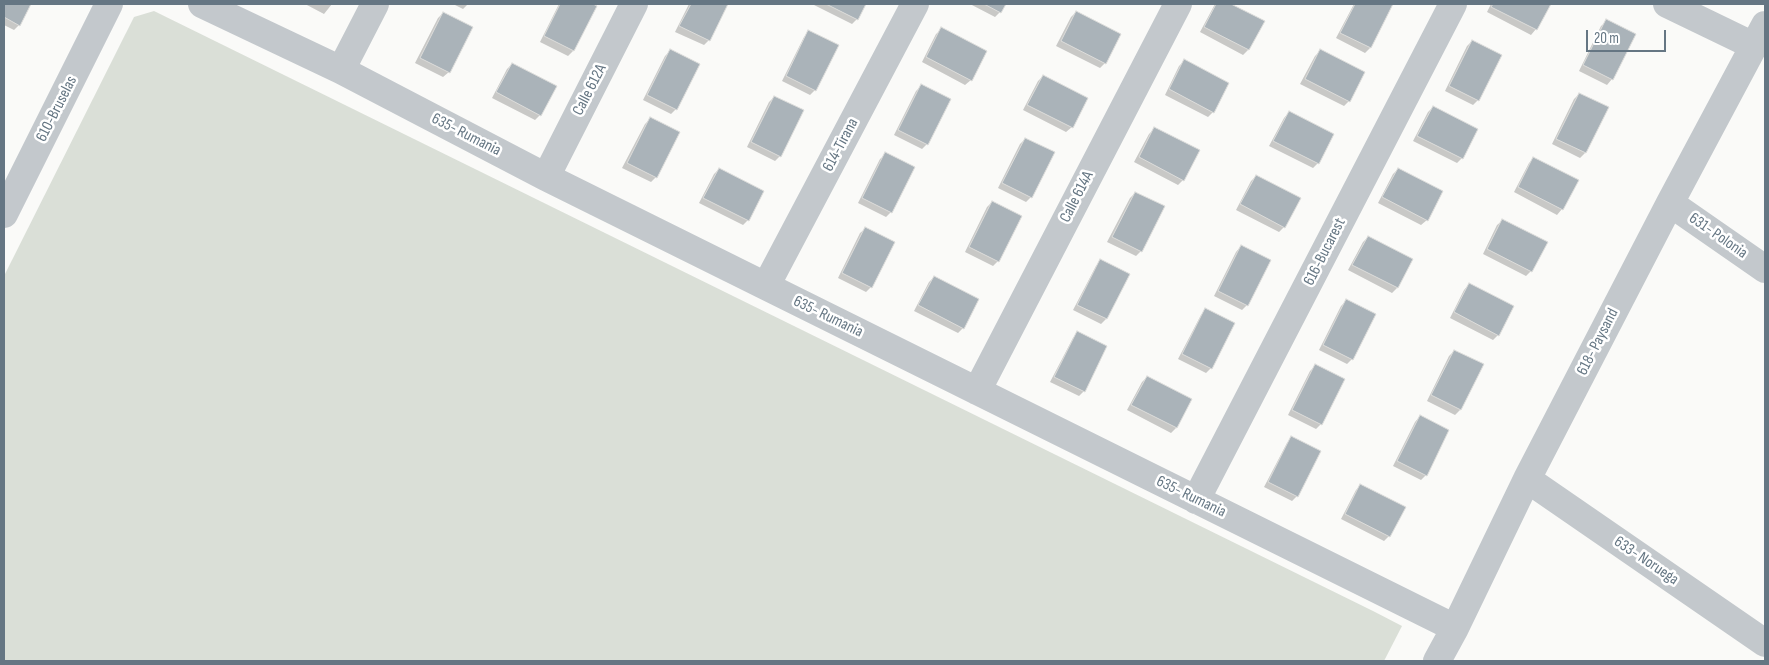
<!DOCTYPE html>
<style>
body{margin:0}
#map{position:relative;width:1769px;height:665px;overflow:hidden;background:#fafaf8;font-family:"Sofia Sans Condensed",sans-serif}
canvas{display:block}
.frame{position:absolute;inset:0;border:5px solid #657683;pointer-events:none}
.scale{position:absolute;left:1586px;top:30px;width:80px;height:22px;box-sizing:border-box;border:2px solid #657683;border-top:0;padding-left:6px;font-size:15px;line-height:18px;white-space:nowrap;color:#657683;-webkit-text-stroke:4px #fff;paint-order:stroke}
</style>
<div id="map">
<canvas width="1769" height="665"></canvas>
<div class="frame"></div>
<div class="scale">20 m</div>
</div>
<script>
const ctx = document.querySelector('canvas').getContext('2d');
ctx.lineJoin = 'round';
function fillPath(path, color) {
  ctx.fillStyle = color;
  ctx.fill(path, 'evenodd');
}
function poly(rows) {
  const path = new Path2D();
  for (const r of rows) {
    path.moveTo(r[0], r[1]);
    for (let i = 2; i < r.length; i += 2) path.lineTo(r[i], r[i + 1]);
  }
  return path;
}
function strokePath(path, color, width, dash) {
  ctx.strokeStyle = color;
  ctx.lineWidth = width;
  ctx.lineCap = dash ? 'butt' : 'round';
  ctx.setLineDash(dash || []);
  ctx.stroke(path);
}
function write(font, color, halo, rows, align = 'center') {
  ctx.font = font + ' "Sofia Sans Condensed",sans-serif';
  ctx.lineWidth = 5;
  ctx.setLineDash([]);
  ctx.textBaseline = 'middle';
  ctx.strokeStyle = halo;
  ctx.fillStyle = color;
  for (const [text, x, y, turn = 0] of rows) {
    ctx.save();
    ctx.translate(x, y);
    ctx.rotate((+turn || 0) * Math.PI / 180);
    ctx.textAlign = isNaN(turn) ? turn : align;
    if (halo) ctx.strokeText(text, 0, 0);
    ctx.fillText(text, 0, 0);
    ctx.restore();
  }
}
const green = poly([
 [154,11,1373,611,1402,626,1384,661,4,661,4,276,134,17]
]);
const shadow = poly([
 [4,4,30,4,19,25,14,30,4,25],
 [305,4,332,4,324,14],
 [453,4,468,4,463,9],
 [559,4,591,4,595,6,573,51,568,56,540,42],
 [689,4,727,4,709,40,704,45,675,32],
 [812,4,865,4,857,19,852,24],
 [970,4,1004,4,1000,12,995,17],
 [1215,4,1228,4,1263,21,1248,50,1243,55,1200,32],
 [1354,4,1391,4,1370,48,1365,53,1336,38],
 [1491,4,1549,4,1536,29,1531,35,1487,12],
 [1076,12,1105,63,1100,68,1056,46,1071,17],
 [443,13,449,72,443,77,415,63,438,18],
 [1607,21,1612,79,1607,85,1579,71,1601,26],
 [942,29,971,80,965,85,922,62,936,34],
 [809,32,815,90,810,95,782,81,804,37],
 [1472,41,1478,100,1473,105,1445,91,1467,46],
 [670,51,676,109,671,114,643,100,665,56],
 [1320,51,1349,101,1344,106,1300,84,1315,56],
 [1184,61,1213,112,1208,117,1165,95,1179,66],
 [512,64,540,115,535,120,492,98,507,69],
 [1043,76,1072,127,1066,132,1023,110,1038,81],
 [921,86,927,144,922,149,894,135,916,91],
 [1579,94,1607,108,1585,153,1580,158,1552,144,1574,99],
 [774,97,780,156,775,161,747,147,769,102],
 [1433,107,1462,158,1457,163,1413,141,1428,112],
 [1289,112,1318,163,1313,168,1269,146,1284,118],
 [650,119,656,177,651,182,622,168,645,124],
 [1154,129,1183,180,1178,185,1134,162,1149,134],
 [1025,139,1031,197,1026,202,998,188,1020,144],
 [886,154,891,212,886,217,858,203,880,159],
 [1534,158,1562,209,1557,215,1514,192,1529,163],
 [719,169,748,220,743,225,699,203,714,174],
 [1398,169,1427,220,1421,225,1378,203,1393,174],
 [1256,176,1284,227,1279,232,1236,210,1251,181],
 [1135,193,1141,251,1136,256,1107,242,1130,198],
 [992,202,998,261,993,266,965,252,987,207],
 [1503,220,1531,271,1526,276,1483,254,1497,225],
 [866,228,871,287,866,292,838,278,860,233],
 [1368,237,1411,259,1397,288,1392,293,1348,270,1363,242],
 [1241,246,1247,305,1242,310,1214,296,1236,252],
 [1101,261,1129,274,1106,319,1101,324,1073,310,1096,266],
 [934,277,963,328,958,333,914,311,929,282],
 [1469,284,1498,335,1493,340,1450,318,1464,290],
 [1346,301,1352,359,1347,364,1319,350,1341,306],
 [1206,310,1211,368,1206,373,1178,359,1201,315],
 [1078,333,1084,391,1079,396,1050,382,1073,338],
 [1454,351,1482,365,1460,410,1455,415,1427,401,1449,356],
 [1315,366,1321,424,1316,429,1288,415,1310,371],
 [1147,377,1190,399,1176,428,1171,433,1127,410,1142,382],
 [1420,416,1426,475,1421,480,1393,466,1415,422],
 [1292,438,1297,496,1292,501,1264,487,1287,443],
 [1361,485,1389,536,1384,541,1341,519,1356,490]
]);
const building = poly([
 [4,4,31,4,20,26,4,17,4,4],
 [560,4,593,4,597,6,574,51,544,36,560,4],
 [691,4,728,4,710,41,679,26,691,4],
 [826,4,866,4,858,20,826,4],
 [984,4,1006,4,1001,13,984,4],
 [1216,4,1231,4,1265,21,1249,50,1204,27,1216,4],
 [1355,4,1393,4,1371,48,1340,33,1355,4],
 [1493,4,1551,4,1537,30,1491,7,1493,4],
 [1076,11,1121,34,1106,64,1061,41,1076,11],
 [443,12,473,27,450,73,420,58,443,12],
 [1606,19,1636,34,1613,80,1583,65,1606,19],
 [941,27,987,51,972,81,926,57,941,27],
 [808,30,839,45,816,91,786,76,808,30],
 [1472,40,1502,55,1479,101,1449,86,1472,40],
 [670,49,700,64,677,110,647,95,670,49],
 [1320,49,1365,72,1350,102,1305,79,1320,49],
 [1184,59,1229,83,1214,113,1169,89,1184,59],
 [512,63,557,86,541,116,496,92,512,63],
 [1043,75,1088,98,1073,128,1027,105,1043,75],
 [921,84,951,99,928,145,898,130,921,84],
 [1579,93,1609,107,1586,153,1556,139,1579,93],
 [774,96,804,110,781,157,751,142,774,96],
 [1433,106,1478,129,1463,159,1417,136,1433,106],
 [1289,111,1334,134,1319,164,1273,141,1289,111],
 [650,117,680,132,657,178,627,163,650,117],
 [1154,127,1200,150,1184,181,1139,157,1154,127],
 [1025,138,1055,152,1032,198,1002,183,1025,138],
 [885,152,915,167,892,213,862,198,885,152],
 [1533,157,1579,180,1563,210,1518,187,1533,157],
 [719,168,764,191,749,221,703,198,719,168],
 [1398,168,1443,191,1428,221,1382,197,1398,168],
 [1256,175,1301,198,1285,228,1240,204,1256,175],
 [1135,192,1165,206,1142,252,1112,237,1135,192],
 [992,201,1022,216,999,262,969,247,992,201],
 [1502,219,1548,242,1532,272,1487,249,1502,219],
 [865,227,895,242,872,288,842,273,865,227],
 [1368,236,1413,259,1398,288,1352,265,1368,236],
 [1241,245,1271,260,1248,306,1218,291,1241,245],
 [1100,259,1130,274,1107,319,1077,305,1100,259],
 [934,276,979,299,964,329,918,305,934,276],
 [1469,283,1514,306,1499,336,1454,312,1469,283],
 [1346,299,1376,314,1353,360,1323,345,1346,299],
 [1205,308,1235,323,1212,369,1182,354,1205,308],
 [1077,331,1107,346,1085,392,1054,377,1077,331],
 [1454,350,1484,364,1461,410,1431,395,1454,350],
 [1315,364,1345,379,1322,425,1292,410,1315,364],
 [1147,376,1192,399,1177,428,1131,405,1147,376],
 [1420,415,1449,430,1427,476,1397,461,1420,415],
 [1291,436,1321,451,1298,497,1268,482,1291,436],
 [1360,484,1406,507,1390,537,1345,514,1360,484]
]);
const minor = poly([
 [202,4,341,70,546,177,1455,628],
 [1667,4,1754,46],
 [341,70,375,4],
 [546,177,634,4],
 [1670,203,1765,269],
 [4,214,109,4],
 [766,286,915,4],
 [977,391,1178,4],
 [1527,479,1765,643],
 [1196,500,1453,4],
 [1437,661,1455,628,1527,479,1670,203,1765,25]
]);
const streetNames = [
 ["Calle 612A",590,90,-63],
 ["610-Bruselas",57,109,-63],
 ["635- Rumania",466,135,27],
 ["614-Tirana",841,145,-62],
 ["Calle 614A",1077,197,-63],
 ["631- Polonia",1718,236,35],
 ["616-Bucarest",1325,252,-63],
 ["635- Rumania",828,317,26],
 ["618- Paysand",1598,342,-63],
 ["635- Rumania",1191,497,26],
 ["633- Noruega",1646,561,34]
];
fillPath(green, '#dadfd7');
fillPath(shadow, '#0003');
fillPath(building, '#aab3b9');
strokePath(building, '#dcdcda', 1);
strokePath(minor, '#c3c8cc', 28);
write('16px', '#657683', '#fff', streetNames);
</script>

************

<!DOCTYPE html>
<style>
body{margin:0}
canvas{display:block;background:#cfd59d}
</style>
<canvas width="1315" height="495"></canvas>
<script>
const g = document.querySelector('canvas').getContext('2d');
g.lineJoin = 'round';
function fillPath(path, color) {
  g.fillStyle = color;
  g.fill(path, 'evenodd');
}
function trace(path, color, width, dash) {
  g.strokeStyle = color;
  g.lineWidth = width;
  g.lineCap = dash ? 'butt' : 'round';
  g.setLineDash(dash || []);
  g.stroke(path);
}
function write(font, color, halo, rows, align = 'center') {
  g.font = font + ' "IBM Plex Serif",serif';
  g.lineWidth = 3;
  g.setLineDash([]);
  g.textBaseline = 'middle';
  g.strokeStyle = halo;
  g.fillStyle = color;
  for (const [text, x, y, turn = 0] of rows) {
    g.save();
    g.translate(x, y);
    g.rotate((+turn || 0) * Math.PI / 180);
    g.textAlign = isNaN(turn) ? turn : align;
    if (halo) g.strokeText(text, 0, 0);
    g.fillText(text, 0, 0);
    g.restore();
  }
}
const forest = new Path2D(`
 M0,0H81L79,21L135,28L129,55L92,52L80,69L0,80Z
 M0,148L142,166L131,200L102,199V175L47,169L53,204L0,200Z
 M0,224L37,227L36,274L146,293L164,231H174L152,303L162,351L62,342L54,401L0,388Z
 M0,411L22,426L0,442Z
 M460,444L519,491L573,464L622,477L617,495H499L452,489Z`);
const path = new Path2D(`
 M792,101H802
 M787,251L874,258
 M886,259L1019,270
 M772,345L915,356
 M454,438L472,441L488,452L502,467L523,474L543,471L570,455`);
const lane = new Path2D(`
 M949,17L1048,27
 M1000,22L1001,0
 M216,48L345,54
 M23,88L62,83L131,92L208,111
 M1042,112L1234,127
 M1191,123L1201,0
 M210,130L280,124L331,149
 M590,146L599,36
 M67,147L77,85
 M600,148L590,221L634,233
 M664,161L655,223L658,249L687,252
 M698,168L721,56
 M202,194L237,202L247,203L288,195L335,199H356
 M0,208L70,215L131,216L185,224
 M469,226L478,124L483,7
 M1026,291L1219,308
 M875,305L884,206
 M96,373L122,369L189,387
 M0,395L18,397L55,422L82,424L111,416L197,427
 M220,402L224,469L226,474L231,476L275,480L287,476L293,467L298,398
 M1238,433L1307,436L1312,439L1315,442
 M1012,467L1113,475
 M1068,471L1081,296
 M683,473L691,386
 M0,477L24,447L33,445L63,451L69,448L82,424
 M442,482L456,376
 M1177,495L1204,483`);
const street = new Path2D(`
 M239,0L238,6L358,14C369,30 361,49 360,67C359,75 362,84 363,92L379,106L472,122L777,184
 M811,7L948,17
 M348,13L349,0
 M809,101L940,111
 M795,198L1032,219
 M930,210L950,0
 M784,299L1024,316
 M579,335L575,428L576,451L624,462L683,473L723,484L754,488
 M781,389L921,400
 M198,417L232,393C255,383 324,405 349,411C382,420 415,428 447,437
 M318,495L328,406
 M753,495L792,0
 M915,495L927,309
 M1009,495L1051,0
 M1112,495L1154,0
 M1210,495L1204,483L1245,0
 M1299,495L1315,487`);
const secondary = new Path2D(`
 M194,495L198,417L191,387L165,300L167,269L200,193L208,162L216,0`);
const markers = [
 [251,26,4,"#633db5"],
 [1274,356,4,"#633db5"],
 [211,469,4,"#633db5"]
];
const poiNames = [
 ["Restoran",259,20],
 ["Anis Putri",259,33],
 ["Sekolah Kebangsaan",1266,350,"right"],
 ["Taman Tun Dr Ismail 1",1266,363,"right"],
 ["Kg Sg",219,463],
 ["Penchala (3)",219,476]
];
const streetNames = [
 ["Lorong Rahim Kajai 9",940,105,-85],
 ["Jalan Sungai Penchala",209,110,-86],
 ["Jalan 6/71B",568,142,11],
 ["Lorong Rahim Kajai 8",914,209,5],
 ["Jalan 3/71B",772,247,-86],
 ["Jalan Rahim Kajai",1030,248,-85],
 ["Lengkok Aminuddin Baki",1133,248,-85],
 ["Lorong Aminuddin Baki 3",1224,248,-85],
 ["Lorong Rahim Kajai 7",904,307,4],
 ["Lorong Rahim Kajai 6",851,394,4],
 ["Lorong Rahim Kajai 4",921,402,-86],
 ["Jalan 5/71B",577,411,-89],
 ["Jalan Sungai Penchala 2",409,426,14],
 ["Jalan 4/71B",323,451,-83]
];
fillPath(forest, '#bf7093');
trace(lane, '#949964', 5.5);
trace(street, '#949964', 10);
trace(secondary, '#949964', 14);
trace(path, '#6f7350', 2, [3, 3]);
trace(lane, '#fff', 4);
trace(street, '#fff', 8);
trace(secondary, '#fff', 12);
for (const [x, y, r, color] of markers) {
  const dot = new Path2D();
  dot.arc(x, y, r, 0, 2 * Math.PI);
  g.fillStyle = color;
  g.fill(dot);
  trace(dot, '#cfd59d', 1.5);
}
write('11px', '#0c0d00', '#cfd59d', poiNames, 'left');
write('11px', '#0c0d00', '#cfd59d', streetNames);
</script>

************

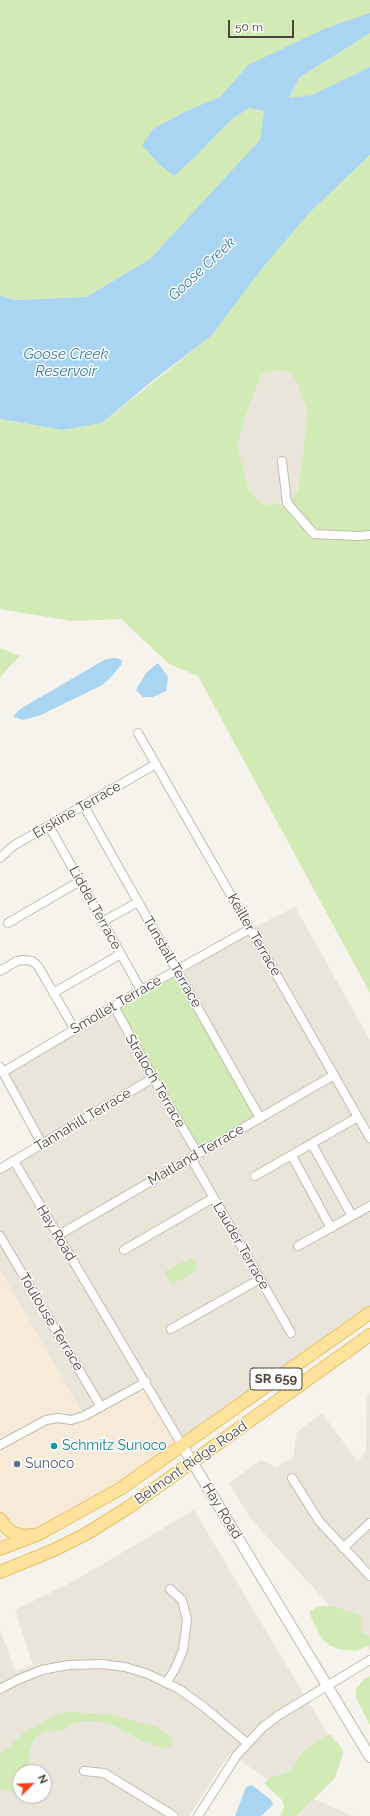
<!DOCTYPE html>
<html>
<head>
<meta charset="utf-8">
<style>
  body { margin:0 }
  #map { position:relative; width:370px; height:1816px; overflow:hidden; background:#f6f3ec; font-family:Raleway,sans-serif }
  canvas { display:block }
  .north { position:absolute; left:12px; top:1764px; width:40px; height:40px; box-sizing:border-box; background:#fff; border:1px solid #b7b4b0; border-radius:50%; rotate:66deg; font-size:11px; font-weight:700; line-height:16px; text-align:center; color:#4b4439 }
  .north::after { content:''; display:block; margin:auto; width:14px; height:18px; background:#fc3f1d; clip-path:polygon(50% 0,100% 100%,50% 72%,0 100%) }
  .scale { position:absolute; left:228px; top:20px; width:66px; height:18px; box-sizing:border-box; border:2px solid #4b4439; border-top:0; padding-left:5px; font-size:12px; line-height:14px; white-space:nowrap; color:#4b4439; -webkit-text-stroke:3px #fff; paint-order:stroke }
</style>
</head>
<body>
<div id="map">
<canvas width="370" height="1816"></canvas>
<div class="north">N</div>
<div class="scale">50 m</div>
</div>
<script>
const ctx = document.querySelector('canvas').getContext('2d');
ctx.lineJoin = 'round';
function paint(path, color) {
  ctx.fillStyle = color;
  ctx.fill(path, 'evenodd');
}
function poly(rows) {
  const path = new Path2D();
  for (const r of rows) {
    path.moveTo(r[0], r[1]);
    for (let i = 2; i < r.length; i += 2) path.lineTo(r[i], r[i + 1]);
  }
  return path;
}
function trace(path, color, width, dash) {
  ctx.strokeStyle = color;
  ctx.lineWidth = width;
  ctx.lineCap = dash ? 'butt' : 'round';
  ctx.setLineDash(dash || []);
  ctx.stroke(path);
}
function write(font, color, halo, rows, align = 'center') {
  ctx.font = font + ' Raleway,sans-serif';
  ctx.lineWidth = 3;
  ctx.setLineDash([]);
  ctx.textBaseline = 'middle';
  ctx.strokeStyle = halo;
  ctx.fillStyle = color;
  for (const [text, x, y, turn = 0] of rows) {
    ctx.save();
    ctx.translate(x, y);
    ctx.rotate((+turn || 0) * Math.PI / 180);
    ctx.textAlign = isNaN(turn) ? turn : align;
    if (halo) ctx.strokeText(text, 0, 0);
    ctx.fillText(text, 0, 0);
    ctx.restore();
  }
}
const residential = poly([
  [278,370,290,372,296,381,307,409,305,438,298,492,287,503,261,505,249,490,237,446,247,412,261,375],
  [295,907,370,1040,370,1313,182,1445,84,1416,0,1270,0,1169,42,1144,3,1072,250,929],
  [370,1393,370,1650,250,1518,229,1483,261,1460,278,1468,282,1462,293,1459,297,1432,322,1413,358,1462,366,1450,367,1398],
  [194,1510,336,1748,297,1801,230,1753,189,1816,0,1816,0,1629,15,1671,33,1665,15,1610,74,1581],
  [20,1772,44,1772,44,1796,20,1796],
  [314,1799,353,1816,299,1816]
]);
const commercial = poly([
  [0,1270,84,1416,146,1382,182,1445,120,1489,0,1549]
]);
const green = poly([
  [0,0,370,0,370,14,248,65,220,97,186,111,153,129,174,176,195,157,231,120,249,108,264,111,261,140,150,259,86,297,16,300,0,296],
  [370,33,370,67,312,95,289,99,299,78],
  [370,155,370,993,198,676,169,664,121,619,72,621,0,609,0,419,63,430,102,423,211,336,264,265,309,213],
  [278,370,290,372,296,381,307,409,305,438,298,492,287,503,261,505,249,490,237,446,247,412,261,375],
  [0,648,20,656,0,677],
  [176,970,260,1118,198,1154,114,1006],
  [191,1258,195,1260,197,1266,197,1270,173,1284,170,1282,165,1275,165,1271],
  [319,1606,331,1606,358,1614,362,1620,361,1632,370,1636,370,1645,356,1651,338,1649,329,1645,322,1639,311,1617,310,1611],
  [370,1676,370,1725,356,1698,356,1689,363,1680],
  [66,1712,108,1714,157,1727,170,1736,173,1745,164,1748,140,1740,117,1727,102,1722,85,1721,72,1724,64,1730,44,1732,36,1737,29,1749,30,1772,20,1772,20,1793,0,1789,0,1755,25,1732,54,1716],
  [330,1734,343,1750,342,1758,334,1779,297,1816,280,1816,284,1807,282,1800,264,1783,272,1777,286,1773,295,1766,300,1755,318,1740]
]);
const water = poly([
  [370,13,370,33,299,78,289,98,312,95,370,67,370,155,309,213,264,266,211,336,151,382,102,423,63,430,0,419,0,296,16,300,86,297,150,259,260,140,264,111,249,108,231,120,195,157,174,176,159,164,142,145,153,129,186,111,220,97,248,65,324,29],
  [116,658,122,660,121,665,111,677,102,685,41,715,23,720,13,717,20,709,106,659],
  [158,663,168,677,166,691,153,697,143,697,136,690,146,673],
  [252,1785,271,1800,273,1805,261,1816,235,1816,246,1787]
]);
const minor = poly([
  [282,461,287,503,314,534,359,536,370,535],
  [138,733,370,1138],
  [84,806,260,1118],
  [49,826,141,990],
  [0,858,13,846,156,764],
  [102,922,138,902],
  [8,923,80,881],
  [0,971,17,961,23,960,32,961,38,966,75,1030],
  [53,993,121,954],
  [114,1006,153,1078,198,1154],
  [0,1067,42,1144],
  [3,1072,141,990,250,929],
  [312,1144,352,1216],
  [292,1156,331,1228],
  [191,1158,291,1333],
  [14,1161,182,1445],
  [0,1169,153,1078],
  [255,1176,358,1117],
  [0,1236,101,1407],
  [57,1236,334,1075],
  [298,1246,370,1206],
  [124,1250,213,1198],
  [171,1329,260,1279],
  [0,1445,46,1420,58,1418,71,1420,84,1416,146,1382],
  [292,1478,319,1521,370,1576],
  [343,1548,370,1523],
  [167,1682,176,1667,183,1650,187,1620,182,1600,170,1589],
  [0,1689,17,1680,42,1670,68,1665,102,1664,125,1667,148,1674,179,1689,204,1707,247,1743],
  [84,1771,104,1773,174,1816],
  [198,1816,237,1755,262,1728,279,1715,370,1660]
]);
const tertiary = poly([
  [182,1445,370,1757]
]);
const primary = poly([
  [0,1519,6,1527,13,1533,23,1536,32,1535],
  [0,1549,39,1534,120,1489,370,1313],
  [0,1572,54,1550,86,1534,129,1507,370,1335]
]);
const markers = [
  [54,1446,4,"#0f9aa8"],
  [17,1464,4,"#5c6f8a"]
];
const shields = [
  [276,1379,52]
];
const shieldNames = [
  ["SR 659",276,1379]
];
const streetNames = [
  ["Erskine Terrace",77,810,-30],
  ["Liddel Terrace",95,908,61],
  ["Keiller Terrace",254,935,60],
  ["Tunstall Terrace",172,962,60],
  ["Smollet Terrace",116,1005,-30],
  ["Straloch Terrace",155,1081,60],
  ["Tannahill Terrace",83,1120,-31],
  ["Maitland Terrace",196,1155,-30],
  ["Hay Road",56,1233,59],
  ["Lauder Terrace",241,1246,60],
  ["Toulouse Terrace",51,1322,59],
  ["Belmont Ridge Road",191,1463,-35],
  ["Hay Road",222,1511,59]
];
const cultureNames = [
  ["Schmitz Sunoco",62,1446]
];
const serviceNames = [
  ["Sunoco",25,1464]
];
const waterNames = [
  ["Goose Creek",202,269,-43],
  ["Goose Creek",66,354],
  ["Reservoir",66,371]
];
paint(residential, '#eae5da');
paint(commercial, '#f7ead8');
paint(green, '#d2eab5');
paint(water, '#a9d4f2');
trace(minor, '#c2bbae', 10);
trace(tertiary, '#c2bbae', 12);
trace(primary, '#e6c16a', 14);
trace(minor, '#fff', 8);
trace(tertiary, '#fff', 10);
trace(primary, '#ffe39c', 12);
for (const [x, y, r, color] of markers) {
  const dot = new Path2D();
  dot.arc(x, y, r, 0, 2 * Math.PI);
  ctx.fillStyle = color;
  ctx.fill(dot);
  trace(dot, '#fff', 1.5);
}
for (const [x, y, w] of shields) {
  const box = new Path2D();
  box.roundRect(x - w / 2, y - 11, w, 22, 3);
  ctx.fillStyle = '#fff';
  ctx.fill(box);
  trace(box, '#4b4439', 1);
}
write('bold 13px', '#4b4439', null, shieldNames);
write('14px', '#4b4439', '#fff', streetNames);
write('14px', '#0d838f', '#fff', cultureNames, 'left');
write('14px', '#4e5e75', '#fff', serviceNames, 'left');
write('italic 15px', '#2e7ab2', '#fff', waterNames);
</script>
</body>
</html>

************

▸ What to do
What you return must be the lines above that run from the line with "g.fillText(text, 0, 0);" to the line with "M1000,22L1001,0", inclusive, each copied exactly.

▸ Task result
    g.fillText(text, 0, 0);
    g.restore();
  }
}
const forest = new Path2D(`
 M0,0H81L79,21L135,28L129,55L92,52L80,69L0,80Z
 M0,148L142,166L131,200L102,199V175L47,169L53,204L0,200Z
 M0,224L37,227L36,274L146,293L164,231H174L152,303L162,351L62,342L54,401L0,388Z
 M0,411L22,426L0,442Z
 M460,444L519,491L573,464L622,477L617,495H499L452,489Z`);
const path = new Path2D(`
 M792,101H802
 M787,251L874,258
 M886,259L1019,270
 M772,345L915,356
 M454,438L472,441L488,452L502,467L523,474L543,471L570,455`);
const lane = new Path2D(`
 M949,17L1048,27
 M1000,22L1001,0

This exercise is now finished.